Trotz Einstellung fast der gesamten Förderung und Kündigung der Räume in der Lucy-Lameck-Straße 32 machte das Oyoun das ganze Jahr 2024 weiter mit dem geplanten, wenn auch abgespeckten Programm. Viele Mitarbeiter arbeiteten ehrenamtlich, andere verließen das Land, oder bekamen aufenthaltsrechtliche Probleme wegen der Kündigung ihrer Jobs.
Man habe gekämpft, solange es ging, aber gegen einen „Machtapparat“ wie die Kulturverwaltung habe man letztlich keine Chance, sagt Sbou nun. Wie es weitergehe, sei noch unklar. Man fühle eine Verantwortung, „gegen den grassierenden Rechtsruck in Deutschland, die Einschränkung der Kunstfreiheit, gegen Cancellation und Defunding“ zu arbeiten. „Wenn ich darüber im Ausland Vorträge halte, sind alle ganz schockiert, was zurzeit in Berlin passiert“.

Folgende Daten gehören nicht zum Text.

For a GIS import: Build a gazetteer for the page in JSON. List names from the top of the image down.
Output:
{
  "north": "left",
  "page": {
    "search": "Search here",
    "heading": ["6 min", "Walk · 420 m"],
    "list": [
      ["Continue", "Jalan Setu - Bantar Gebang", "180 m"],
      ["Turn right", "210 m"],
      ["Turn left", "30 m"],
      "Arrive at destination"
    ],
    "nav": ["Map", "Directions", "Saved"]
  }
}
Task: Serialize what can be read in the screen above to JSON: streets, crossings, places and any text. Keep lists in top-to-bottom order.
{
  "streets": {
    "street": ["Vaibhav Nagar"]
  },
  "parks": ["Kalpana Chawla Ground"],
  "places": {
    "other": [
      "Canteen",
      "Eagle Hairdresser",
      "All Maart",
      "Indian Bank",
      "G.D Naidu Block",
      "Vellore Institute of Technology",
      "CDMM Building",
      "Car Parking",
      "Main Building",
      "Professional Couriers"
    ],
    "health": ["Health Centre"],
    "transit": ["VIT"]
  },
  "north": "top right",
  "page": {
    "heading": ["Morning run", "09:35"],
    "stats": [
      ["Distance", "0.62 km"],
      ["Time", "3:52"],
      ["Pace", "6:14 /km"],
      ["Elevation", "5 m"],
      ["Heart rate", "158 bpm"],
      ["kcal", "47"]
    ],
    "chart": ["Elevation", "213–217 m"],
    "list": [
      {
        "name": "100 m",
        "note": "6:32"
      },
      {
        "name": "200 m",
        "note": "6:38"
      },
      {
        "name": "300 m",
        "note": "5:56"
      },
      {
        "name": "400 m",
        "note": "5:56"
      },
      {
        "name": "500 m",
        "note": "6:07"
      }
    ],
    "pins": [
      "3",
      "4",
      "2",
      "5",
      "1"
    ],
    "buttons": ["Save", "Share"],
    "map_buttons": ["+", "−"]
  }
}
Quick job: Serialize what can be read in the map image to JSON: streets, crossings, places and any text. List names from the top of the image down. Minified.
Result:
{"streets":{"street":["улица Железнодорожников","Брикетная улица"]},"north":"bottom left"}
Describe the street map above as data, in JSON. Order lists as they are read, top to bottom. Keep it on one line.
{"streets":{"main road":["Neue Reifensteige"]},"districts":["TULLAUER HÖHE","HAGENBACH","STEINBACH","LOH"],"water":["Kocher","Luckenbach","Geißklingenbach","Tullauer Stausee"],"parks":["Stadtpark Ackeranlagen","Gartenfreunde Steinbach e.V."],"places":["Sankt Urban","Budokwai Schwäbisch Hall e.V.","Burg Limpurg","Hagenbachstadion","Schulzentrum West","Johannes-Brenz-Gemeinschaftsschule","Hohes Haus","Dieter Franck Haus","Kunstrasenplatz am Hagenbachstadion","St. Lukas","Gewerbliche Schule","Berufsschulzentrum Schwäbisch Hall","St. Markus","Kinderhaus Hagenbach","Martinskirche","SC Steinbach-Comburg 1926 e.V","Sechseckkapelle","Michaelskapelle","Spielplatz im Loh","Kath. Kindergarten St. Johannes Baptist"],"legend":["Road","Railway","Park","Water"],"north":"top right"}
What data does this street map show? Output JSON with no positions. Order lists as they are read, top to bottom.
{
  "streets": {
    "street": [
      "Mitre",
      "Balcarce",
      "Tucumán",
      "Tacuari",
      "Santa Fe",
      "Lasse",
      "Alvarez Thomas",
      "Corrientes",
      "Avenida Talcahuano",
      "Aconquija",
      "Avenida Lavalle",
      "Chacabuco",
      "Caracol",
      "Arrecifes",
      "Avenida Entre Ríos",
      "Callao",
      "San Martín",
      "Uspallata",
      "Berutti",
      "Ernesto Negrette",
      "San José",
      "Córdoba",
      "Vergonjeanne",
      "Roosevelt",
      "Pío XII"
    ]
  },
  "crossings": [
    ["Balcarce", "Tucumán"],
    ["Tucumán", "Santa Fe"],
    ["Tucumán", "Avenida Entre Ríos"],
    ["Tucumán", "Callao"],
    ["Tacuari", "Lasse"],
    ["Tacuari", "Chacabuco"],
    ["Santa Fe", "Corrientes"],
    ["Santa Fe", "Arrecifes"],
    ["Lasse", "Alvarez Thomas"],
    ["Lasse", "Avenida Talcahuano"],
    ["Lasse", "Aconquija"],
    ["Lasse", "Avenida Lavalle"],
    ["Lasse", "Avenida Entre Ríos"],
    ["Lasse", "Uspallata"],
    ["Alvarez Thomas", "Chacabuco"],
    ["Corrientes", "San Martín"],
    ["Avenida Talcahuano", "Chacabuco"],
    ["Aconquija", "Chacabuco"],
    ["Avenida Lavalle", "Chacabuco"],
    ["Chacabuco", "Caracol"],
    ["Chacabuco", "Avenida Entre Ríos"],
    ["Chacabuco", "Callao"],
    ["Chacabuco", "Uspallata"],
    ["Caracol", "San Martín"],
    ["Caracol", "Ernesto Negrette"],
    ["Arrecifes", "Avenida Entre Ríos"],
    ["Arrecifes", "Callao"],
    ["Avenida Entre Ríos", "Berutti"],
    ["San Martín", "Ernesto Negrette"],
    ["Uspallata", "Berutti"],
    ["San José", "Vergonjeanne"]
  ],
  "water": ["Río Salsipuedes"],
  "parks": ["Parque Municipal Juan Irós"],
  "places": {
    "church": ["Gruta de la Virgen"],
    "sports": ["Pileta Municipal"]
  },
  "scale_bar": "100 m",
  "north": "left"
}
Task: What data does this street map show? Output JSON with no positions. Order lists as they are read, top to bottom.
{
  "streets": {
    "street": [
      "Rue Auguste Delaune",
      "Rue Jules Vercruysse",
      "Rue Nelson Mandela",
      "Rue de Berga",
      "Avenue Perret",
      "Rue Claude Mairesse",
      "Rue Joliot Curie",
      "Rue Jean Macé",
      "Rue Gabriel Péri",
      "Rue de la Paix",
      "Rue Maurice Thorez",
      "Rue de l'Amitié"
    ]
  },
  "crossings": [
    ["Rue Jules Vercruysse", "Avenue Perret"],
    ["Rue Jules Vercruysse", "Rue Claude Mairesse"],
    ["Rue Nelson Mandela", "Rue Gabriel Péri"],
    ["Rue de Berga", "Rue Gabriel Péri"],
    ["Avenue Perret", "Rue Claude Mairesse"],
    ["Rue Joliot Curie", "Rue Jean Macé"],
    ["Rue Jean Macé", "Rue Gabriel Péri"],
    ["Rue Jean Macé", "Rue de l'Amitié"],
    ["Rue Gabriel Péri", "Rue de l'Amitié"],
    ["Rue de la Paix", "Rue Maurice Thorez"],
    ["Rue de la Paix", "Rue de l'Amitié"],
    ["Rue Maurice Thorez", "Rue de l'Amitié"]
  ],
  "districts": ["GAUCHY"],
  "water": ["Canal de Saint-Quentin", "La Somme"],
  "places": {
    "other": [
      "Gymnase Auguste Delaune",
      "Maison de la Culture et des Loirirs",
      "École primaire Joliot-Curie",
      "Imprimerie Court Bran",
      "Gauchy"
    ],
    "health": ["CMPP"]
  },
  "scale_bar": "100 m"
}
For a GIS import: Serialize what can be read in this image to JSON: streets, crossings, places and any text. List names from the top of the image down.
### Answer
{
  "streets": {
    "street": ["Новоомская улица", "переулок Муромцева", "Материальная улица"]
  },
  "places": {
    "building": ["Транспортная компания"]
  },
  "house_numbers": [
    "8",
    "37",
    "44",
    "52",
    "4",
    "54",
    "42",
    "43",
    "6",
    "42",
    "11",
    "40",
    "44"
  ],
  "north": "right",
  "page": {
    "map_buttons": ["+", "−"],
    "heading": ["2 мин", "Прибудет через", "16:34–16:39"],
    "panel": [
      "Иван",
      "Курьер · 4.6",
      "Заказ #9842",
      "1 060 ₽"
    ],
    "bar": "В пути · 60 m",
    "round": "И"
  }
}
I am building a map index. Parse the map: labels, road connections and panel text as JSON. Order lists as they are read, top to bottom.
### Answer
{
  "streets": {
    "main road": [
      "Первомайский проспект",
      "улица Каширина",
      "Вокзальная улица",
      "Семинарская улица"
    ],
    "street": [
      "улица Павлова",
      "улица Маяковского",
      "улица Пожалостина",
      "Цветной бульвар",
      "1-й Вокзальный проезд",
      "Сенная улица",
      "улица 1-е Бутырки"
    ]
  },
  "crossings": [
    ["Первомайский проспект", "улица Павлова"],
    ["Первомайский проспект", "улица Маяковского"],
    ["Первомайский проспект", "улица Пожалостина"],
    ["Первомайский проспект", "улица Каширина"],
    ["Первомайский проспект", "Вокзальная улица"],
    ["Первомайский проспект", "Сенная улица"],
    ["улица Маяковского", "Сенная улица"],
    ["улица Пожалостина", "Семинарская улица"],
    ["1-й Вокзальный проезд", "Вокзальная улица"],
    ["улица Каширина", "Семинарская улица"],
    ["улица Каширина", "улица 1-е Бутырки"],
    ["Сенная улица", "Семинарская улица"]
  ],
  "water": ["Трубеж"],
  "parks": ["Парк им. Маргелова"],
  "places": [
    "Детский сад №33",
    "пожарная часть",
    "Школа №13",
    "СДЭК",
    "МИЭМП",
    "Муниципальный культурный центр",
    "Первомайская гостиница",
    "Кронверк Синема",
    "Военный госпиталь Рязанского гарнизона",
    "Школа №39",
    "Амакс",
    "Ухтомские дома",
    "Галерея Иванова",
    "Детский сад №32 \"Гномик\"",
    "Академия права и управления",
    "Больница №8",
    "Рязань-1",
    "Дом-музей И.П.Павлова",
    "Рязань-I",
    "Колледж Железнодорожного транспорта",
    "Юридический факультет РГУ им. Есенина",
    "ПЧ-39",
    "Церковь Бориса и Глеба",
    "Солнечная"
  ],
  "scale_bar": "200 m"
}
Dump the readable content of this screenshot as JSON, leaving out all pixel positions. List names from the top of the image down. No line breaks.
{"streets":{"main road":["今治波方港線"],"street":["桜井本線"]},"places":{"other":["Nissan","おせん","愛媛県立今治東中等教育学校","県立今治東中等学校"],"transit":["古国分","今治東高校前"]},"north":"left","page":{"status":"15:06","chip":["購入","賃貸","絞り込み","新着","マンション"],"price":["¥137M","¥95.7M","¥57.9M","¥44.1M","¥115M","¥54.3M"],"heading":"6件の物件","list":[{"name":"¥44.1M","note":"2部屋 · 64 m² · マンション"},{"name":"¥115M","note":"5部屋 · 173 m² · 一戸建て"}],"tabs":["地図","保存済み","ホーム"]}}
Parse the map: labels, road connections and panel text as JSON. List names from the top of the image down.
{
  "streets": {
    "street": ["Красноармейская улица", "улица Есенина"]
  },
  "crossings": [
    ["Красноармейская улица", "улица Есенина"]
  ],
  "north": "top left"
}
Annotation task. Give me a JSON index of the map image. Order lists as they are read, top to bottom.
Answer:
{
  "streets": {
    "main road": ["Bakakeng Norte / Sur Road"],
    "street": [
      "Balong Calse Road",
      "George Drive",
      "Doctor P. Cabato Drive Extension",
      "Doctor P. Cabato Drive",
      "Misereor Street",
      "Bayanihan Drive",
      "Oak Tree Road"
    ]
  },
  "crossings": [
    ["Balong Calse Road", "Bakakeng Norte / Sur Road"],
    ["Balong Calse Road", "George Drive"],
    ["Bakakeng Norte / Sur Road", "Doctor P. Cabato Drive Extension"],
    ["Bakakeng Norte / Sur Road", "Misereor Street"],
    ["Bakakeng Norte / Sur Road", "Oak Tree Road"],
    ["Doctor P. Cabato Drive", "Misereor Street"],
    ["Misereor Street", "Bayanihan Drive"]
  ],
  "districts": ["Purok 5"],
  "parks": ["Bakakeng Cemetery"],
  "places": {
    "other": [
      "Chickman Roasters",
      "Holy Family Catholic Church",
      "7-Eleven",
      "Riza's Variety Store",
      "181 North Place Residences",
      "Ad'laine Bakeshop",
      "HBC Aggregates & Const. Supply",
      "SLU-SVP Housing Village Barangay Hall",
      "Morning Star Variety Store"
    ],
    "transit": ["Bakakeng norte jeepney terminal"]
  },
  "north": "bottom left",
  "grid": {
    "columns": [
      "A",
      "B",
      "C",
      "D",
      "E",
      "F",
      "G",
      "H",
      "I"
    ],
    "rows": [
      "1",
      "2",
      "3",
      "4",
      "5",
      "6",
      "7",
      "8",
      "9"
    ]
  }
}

Unklar ist auch, wie es mit dem Nachfolger weitergeht. Der Verein Tanzzeit hatte die Ausschreibung der Kulturverwaltung gewonnen, will ein „junges Tanzhaus Berlin“ eröffnen. Doch durch die Streichliste des Senats wurden dem Verein die Mittel um 18 Prozent gekürzt.